St. Louis area students return to school today, first time since the grand jury decision in the shooting death of Michael Brown. The people going back include those at Maplewood Richmond Heights High. After the killing in Ferguson, this school launched a student group on race relations. Renee Montagne spoke with the principal Kevin Grawer and senior Jazmen Bell.

RENEE MONTAGNE, BYLINE: This coming week would seem to be perhaps a tough one for teachers and principals in the entire St. Louis area. And, Kevin Grawer, what are your plans for how your teachers are going to be talking about Ferguson?

KEVIN GRAWER: Well, you mentioned it's a tough one. I think we have to change that mindset to look at it as an opportunity. And what we're planning to do is what we always do, is open the doors of communication and try to stay ahead of the topic, the issues, which are very complex and deep and sometimes messy. And so that's why we've kind of created groups like SGORR - Student Group on Race Relations - and to kind of base it on the concept of, you know, when was the last time you allowed somebody to change the way you think about something?

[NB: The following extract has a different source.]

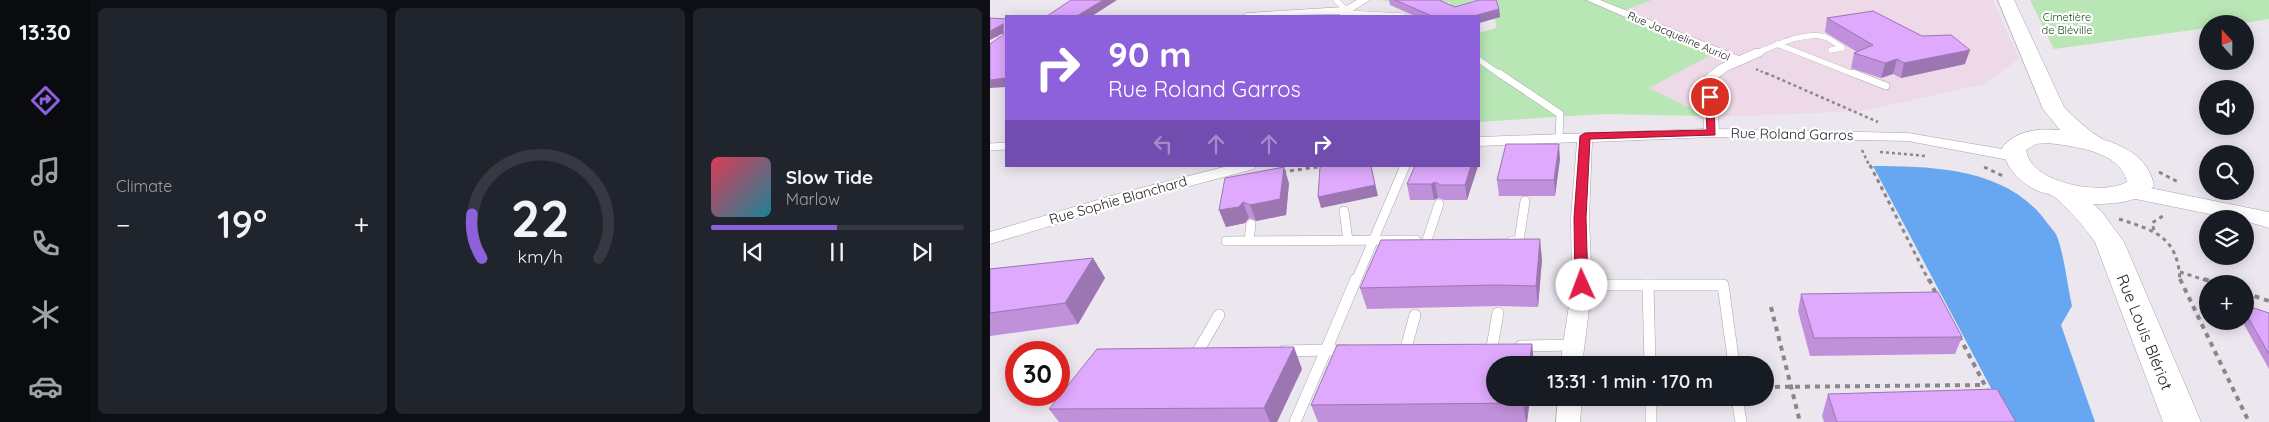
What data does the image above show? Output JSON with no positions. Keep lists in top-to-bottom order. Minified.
{"streets":{"main road":["Rue Louis Blériot"],"street":["Rue Jacqueline Auriol","Rue Roland Garros","Rue Sophie Blanchard"]},"crossings":[["Rue Jacqueline Auriol","Rue Roland Garros"]],"parks":["Cimetière de Bléville"],"north":"top","page":{"tabs":"13:30","tile":"Climate","map_buttons":"+","turn":["90 m","Rue Roland Garros"],"song":["Slow Tide","Marlow"],"heat":["−","19°","+"],"limit":"30","trip":"13:31 · 1 min · 170 m","gauge":["22","km/h"]}}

MONTAGNE: And, Jazmen Bell, as a student, what is your experience with how Ferguson, and all the events there, has affected kids this year? I mean, is it being talked about at the lockers and at lunch? Is it causing any tension?

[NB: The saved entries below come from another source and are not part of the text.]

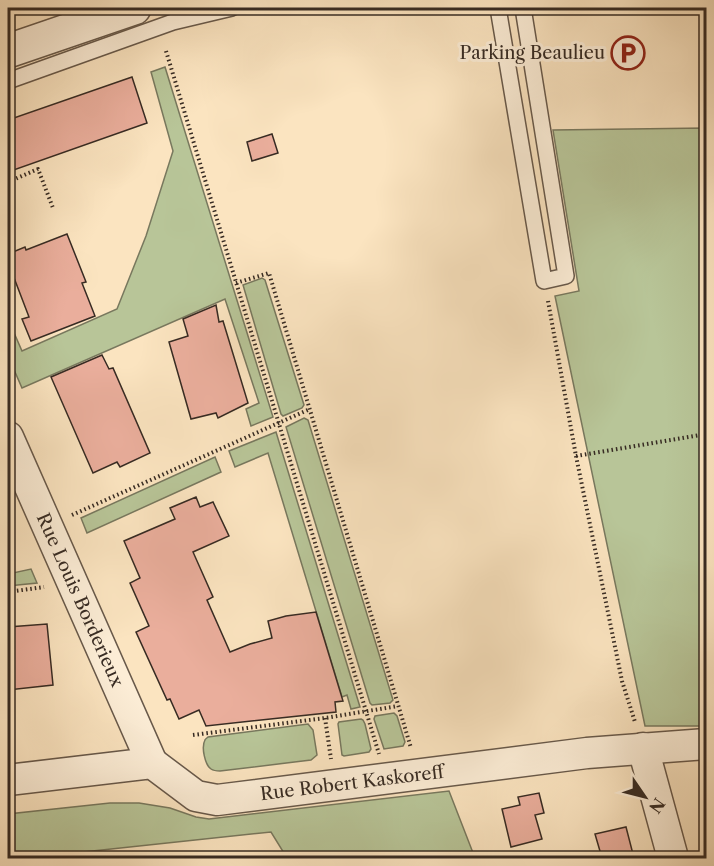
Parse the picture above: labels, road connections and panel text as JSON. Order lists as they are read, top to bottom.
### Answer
{
  "streets": {
    "street": ["Rue Louis Borderieux", "Rue Robert Kaskoreff"]
  },
  "crossings": [
    ["Rue Louis Borderieux", "Rue Robert Kaskoreff"]
  ],
  "places": {
    "parking": ["Parking Beaulieu"]
  },
  "north": "bottom right"
}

JAZMEN BELL: I think it's caused people to think a lot deeper about the things that they say and do to other people, you know? And something I've talked about before is where I've been sitting at a table with my friends - and I sit with all black girls - and we relate to each other and I think that's why we sit together.

But there was one girl who I knew was new and she was walking around looking for a place to sit with her lunch tray, and I thought about inviting her to our table, but she was white, you know? And, I mean, I wanted to invite her to our table because that's normal, you know, when you see somebody searching for a seat, but what I thought about first was really, like, would she be comfortable sitting here with all black girls, you know? And I just didn't think that that's something she would be comfortable with so I didn't invite her. And it's a shame I had to think that way, but, I mean, it's really made me realize how big these feelings can be even though they are so small and unseen.

MONTAGNE: Is that typical that at your high school there is a division racially?

BELL: Yeah, definitely, but I think what's really interesting is that it's completely subconscious. No one actually makes a conscious effort to not sit with people who don't look like them. It just sort of happens that way. And I think it's really interesting how no one questions those feelings until they come to a group like SGORR.

MONTAGNE: Do you have an example of that, especially in these last weeks?

BELL: Well, our last meeting was before the jury's decision. We did talk about it once, I think. And what we ended up discussing the most was whether or not the riots were justified. And there were definitely people on very opposite ends of the argument, but, like, looking back at it we got through it so respectfully. We were very thoughtful with everything we were saying.

MONTAGNE: Let me just ask you, Kevin Grawer, you know, this group has not met since the grand jury decision. Do you expect everybody to come back to the group?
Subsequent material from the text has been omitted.